Tableau Visualization available here https://public.tableau.com/profile/david.ten.kao.yuan#!/vizhome/MC2_3/MC2

Q1 - Sensors

Characterize the sensors’ performance and operation. Are they all working properly at all times? Can you detect any unexpected behaviors of the sensors through analyzing the readings they capture?

TKY - Missing values, double values.png

When plotting the number of readings by sensor, chemical, day of the month as well as month, a few clear patterns appear. If all the sensors were operating normally there would be one reading every hour. However this is not the case. Blue represents one reading, one represents no reading and red represents 2 readings.

There is a mass black out of monitors for all chemicals at midnight between 1st and 2nd day of every month (except monitor 3 in December). This is possibly due to a systemic issue or a scheduled event like a sensor reset, power blackout or data center reset causing all the sensors to go offline on the 2nd of each month at midnight Similar issue is seen for specific months at midnight as well:

  • 5th to 6th April (all monitors)
  • 3rd to 4th and 6th to 7th August (all monitors)
  • 6th to 7th December except monitor 6,7,8 working for AGOC-3A; 7 working for Appluimonia, 8 working for Methylosmolene

There are missing values for Methylosmolene only. This could be a cause for concern it is toxic and is stringently regulated. There are double readings for AGOC-3A only. It is possible that it is due to the nature of the chemical itself and not the monitor. This is less of a concern as this chemical has a foul odour but is not harmful.

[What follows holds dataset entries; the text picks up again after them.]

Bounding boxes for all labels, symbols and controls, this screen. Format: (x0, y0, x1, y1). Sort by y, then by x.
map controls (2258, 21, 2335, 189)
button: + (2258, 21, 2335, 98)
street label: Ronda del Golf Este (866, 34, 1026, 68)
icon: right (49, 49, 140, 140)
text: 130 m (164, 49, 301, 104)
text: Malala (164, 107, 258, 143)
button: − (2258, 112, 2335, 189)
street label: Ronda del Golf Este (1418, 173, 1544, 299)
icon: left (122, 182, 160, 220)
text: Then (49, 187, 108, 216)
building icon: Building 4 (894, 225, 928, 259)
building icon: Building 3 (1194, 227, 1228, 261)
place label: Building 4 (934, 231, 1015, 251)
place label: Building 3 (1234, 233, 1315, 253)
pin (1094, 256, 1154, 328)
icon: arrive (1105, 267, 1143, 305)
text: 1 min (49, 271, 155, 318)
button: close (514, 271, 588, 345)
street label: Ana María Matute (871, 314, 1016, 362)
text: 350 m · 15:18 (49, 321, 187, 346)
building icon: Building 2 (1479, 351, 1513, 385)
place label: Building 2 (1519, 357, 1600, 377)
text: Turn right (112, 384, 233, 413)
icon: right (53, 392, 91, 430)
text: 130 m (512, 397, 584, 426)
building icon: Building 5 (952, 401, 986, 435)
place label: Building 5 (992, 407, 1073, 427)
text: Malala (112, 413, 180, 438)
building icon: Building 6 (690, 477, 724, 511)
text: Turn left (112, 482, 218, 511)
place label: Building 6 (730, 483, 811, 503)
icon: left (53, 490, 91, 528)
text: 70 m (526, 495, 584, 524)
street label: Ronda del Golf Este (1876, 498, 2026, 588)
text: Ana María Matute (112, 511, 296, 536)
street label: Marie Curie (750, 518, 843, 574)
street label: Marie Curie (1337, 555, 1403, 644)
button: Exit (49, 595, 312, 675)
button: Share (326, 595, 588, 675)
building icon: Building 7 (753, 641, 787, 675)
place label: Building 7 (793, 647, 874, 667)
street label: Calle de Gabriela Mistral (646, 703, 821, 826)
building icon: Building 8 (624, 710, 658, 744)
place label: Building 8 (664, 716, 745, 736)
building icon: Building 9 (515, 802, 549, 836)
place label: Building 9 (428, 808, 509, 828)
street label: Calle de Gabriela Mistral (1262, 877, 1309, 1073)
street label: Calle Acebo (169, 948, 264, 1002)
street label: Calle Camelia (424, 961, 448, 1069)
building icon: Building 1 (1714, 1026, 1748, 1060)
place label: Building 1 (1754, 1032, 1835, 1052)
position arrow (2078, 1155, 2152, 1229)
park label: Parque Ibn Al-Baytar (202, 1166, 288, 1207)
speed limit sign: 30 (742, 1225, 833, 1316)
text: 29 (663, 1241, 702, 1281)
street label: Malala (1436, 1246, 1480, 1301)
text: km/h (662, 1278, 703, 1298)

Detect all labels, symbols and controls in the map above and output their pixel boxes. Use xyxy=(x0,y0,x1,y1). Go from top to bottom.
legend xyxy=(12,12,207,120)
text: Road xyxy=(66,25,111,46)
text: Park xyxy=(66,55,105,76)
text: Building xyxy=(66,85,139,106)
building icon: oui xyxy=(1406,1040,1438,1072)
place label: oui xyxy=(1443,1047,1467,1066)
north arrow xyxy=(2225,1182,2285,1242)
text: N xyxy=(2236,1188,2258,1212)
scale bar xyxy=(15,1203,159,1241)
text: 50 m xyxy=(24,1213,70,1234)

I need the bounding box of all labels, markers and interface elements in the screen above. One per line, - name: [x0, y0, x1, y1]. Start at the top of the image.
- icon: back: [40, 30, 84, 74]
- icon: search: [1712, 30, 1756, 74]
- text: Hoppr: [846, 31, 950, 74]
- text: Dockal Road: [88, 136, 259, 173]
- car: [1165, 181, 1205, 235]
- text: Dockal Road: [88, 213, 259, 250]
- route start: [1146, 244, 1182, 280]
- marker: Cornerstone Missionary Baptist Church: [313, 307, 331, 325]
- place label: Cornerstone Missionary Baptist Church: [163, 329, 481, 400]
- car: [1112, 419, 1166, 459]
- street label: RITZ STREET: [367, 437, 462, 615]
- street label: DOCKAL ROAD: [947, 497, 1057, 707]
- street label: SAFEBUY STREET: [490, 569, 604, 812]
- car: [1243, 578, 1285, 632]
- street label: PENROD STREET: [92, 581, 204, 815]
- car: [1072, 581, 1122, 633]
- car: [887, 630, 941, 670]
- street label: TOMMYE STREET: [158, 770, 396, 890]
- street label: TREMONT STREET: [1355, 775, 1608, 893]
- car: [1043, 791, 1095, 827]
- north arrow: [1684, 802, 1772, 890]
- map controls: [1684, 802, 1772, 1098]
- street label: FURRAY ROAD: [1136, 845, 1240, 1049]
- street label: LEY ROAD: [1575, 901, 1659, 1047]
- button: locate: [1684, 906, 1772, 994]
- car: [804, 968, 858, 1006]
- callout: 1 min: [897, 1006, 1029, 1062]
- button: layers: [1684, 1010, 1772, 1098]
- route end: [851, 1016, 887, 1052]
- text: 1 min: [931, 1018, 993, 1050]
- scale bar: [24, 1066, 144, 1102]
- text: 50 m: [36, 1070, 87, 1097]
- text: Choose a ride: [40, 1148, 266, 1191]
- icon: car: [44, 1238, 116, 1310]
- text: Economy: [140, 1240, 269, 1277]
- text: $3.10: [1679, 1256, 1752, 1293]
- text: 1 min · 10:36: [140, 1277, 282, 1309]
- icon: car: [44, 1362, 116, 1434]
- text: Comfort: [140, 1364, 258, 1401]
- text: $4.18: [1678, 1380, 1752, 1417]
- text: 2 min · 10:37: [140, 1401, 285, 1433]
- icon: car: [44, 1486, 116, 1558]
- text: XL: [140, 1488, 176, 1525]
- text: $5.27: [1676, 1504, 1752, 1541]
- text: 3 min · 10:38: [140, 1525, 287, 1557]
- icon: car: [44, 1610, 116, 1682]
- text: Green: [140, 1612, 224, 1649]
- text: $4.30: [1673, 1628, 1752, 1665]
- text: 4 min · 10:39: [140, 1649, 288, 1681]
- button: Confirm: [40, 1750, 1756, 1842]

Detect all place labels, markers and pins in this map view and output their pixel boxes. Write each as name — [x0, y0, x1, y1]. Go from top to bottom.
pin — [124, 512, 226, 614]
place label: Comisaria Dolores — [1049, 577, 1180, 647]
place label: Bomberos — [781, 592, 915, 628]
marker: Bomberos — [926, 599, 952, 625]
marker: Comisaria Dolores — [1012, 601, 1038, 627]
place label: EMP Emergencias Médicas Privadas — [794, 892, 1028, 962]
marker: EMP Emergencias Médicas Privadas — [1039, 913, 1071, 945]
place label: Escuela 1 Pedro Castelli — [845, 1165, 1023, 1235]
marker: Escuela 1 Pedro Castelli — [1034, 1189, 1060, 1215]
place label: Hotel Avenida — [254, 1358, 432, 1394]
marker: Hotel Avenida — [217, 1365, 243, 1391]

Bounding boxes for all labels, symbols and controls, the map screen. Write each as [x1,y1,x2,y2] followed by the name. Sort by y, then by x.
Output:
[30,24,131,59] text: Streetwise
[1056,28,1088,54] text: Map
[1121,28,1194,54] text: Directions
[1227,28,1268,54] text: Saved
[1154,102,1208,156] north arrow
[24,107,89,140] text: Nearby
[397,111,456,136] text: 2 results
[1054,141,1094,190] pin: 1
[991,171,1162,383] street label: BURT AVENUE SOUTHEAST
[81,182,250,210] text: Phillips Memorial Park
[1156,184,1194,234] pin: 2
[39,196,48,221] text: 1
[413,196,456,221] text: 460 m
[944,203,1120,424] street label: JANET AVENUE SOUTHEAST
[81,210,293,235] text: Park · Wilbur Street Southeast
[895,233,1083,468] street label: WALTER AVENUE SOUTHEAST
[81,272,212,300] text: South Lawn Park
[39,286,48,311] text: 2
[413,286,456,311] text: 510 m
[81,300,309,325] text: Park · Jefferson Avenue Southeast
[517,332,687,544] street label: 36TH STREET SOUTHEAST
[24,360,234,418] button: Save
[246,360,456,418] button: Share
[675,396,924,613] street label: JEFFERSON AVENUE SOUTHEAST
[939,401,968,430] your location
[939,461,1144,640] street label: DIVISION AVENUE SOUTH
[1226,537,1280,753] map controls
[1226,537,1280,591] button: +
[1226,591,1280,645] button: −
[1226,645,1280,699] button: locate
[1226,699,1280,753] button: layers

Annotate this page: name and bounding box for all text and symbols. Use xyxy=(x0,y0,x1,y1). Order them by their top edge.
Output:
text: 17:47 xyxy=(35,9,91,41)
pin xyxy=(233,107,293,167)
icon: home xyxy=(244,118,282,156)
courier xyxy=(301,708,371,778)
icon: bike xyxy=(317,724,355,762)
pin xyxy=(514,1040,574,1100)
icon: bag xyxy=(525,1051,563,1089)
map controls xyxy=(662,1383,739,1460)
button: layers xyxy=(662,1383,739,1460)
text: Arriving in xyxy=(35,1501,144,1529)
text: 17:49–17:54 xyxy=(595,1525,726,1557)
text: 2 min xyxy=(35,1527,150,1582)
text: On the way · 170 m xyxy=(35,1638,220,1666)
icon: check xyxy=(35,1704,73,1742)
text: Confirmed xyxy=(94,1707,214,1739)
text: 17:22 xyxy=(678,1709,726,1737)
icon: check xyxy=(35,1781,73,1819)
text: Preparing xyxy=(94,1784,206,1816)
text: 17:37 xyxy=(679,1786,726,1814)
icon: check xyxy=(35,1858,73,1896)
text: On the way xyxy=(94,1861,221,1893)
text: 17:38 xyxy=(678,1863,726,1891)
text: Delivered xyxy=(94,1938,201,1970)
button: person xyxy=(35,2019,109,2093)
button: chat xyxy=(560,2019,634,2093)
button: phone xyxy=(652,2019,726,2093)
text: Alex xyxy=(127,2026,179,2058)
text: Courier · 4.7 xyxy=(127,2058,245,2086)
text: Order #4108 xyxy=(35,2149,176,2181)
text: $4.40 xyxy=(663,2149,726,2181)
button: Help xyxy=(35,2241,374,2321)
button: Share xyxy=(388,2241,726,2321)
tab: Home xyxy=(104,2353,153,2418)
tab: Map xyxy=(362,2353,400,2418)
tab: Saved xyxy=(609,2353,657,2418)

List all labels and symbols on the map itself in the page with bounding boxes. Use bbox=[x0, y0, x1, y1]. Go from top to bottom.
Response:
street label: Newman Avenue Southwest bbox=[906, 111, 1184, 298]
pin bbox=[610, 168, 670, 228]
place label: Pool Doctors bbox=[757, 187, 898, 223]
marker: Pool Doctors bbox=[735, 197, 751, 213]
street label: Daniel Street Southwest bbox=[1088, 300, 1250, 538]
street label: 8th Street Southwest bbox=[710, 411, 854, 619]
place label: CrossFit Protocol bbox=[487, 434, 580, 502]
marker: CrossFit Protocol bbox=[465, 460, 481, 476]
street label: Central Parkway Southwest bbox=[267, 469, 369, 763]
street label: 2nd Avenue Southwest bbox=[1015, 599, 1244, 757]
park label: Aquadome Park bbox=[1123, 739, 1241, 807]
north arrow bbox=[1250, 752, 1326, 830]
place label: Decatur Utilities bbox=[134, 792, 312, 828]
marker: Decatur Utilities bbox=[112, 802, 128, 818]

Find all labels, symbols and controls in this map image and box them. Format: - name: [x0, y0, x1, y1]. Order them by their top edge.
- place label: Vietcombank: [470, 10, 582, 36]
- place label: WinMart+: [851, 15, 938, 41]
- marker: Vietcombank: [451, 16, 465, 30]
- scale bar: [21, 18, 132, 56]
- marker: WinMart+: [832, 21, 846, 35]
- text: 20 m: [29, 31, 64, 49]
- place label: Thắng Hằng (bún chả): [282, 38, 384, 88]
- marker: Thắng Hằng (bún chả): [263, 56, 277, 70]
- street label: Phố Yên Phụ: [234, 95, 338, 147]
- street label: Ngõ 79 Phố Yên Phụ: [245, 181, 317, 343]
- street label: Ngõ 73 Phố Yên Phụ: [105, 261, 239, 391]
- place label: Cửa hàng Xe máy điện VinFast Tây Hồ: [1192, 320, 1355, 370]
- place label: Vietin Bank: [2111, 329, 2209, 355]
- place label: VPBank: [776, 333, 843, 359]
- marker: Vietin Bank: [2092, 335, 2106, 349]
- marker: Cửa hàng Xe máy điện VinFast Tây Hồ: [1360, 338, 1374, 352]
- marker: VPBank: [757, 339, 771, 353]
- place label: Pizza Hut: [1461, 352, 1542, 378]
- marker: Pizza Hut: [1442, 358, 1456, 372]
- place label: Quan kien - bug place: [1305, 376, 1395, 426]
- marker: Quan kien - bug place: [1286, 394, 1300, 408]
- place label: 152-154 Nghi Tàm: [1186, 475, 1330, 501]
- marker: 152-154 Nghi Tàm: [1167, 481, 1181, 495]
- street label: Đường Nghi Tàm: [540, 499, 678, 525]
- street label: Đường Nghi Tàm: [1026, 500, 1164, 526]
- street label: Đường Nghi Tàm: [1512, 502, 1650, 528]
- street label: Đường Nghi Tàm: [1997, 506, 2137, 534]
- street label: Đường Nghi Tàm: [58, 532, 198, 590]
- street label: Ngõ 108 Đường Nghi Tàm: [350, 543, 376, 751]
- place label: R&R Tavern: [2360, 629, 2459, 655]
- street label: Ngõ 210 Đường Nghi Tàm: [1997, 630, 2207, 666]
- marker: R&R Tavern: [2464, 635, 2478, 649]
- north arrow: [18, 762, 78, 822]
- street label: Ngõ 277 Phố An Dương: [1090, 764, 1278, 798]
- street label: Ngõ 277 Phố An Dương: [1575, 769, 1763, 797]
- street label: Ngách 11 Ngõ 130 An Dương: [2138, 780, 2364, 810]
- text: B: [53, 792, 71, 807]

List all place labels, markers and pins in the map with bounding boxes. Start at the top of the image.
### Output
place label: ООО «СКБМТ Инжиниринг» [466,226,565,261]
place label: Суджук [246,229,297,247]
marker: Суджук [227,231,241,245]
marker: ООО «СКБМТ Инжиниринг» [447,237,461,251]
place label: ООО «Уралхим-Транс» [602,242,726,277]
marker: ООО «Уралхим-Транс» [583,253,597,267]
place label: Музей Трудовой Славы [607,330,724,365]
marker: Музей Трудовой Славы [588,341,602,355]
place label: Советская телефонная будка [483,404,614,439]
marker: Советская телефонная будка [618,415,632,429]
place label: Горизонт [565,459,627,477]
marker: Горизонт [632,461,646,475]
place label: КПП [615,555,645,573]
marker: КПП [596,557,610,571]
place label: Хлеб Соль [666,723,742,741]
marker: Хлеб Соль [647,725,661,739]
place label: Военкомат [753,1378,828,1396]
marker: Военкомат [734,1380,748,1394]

TKY - Missing Values Link.png

When put side by side, double readings for AGOC-3A occur at the same time when there are missing readings for Methylosmolene! This cannot be a coincidence. The chemicals might be affecting each other’s sensor readings; the levesl of methylosmolene might be so high that the sensor cannot give a reading and affect the channel that reads the AGOC-3A value. If true this is very dangerous as Methylosmolene is highly toxic.

TKY - Appluimonia.png

When plotting the different sensor values for Appluimonia it is clear that there are differences between the sensors. Sensors 3 and 7 are obviously giving higher readings than the other sensors. This could indicate that they are not calibrated properly and giving excessively high values. The fact that they are consistently high seems to rule out the influence of meteorological influence. A boxplot would be suitable to illustrate this. As such we should be cautious when relying on the readings of these sensors.

When examining the minimum reading for each of the sensors, we notice that sensor 4 is drifting upwards each month. This seems to indicate that sensor 4 has an offset issue which is getting worse and worse. We should not overly rely on sensor 4's reading in August and December.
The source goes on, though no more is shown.